Tomorrow is the deadline for legislative leaders to assure Gov. Huckabee that he runs no risk if he calls the General Assembly into session next week to rework public school funding for the current budget cycle. He wants assurances that both the Senate and House of Representatives will pass new school appropriations and funding formulas, or else he will not summon legislators to Little Rock.
This is a strange brand of leadership. Refuse to play the game until you know what the score will be. But Huckabee has a small, if too rigid, point. He need not waste the taxpayers’ money or his own political capital on a session if there is absolutely no chance of material progress toward complying with the state Supreme Court’s order to fund public schools at a level that promises to give every child an adequate education.
As of yesterday, Speaker Bill Stovall could reassure Huckabee that the House would deliver the necessary votes, but Senate leaders could not promise him a majority or even close to it. A few senators support the supplemental funding for this school year and the next devised by the interim Education Committee, others want even more money to close the gap between rich and poor schools and their teachers and to protect already poor schools that are losing students and state aid, and others are still mad that the Supreme Court ruled that they had not done their constitutional duty to fund education adequately. A few of those do not want to give education one more dime.
Prominent in the last category are Republican legislators, and Gov. Hucka-bee committed himself to try to convert his own flock to the cause of better education. We will learn tomorrow how much sway the governor has with his own party. Perhaps no more than President Bush now enjoys with congressional Repub-licans, but we hope the governor has preserved more capital with his party.
It ought to be an easy sell. The case that the legislature grossly underfunded the schools for the biennium was overwhelming. While the Supreme Court was closely divided on whether to hold the legislature’s 2005 work unconstitutional, no justice posited that it was sufficient. A minority simply believed that the judgment should be left with the legislature unless a new challenge was filed.
Moreover, tax collections for two years have been running far ahead of projections and ahead of budgeted spending for all the government. So unless the money is diverted to the schools, it will pile up in the treasury to furnish lawmakers with another trough of money for pork-barrel spending in 2007 and beyond.
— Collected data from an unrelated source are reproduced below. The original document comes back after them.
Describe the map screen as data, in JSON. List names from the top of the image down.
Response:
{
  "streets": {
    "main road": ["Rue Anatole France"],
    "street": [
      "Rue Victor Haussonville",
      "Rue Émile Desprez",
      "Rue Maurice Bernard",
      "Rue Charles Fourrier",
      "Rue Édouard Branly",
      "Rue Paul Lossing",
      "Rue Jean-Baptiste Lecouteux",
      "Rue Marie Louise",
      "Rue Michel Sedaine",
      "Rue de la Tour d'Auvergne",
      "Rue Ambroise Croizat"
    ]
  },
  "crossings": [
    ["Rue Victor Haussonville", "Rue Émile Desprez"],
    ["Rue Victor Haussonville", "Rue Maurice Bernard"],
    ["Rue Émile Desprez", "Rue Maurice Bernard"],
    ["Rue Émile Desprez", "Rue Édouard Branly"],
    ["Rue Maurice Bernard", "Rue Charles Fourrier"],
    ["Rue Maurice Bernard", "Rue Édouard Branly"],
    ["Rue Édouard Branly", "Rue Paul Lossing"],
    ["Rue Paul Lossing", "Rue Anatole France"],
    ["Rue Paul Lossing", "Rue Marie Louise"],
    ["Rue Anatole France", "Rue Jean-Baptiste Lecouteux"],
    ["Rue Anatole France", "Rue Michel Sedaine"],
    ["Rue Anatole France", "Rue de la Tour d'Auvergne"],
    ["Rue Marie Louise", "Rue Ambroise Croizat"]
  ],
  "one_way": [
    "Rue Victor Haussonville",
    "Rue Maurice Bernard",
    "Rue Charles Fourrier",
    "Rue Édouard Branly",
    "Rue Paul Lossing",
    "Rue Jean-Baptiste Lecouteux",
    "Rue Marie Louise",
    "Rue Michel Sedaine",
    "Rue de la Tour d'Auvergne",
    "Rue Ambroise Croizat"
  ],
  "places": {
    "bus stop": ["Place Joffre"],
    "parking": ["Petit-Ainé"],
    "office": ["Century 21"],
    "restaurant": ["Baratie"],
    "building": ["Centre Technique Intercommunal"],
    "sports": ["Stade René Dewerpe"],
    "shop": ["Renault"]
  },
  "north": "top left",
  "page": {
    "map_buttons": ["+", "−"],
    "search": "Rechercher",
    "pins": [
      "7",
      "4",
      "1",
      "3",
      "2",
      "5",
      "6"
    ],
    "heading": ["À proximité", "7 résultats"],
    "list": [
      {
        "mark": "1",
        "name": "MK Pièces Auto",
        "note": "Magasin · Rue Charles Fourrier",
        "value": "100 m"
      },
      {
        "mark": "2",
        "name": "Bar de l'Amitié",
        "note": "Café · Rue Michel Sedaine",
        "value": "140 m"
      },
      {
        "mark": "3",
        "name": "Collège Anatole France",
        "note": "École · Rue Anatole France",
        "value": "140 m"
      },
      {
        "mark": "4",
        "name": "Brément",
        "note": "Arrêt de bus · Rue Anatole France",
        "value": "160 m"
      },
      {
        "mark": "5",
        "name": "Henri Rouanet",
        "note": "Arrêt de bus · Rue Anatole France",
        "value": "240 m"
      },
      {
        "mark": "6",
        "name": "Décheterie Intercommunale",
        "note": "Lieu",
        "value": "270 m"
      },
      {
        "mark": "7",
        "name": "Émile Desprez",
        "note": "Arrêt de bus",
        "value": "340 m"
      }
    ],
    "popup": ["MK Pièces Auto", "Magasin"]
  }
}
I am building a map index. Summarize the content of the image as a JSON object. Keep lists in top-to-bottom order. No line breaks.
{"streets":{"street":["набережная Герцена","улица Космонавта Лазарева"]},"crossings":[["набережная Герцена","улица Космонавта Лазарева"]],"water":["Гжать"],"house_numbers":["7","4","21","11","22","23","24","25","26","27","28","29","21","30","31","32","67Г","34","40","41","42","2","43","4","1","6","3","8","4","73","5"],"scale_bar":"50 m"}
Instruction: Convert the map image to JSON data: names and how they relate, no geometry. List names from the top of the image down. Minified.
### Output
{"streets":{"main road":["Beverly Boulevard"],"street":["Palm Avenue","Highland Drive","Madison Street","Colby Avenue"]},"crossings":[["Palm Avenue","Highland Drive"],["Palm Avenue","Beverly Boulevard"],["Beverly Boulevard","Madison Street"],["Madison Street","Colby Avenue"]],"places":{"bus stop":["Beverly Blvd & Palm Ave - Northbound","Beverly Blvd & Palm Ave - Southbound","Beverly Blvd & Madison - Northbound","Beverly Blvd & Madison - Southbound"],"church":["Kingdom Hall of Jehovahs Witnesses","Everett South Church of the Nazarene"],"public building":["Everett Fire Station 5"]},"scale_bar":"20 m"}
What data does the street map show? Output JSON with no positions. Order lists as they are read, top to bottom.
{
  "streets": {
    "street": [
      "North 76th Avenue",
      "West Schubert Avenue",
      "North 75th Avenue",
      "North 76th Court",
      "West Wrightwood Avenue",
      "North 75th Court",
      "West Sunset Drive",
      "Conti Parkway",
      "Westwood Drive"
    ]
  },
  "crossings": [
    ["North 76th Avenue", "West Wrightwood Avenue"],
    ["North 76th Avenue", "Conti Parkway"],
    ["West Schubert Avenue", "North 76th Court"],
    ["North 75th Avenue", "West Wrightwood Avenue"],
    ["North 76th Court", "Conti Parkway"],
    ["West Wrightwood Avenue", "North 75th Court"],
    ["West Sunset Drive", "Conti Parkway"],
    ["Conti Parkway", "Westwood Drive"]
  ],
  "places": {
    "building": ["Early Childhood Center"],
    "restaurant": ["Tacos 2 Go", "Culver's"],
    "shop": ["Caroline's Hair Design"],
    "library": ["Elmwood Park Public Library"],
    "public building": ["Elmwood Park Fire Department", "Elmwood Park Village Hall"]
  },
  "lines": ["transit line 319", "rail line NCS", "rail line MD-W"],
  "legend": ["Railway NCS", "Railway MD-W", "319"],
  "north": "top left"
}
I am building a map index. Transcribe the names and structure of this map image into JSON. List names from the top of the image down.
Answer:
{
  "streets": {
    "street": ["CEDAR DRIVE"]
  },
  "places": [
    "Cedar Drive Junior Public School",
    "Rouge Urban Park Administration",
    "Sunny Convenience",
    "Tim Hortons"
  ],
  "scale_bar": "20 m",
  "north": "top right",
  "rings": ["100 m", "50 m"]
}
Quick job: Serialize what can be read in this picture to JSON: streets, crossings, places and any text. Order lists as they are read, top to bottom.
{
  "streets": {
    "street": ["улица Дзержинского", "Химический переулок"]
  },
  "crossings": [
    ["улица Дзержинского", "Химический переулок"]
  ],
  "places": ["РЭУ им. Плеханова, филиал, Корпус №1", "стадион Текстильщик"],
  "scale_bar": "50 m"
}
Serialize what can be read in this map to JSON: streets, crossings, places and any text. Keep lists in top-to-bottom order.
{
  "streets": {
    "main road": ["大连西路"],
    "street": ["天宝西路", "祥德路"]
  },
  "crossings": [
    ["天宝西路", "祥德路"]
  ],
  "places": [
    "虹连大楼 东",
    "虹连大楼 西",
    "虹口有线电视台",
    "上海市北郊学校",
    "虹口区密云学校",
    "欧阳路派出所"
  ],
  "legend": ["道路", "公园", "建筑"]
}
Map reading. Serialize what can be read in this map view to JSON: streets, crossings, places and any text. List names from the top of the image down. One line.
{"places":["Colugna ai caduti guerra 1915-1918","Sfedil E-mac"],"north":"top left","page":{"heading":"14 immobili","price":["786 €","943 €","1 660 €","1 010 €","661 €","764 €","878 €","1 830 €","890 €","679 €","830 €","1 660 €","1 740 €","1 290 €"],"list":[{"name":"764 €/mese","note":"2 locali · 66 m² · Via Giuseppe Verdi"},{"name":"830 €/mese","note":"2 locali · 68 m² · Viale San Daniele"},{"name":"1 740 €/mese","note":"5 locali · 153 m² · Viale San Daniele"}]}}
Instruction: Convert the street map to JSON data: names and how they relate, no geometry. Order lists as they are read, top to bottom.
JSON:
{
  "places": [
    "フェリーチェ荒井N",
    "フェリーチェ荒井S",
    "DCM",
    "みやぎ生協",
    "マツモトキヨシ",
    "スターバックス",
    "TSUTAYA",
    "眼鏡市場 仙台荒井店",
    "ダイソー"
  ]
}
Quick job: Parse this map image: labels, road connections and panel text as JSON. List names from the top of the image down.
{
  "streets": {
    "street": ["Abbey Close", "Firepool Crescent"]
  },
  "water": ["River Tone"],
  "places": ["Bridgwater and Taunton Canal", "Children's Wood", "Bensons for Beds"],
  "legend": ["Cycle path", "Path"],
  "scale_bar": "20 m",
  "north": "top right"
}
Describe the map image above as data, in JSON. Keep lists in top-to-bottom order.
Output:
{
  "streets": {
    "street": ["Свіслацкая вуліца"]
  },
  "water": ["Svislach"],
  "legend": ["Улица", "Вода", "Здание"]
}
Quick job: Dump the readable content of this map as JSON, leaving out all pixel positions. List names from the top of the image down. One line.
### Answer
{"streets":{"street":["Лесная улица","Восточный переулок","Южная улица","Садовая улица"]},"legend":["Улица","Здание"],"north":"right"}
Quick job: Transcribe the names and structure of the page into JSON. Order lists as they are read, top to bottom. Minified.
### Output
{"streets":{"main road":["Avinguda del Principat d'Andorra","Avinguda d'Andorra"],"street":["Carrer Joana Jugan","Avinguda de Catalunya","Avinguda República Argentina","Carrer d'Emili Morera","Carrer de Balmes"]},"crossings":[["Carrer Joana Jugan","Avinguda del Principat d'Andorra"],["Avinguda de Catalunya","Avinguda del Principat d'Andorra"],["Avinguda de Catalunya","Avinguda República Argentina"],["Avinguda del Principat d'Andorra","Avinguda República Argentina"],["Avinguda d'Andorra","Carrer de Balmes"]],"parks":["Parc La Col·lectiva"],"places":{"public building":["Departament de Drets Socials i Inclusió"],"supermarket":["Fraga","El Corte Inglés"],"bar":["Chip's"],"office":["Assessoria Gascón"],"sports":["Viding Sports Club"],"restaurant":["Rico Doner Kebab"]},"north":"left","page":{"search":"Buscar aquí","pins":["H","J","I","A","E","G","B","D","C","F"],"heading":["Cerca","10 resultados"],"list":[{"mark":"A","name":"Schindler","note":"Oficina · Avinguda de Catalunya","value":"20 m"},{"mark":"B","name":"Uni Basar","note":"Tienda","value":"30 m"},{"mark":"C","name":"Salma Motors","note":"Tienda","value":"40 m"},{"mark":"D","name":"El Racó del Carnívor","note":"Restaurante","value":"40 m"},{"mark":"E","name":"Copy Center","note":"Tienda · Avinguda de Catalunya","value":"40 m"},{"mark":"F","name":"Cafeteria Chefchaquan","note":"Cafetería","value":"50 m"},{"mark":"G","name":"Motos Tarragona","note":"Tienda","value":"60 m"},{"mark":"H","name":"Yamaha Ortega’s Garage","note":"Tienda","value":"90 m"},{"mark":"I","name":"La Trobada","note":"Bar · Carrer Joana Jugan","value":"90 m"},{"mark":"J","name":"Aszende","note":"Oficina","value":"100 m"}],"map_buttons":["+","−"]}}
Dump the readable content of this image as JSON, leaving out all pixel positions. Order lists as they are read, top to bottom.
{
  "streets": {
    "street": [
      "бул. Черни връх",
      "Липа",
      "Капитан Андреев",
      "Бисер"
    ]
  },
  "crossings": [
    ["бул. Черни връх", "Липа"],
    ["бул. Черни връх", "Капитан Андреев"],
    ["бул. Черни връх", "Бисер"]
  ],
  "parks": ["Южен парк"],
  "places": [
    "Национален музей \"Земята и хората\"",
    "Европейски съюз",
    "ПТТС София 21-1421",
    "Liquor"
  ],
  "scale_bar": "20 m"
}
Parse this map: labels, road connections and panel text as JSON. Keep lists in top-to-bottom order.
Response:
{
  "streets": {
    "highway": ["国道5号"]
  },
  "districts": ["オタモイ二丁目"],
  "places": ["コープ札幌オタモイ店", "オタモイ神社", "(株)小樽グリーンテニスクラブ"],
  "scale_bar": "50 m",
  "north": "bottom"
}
The General Improvement Fund is a sort of tax-financed re-election chest for lawmakers. That is the lagniappe that so outraged Mike Wilson of Jacksonville that he brought suit last year to void the appropriations, stopping just two of them, but it remains a strong incentive for legislators to vote against education. Gov. Huckabee should remind his lawmaking friends that the public interest dictates something else.
Meantime, he should not demand 100 percent assurance of passage of school legislation before calling the session. It is the nature of the legislative process to produce compromise, and that is what will happen if people of goodwill are brought together for good purpose.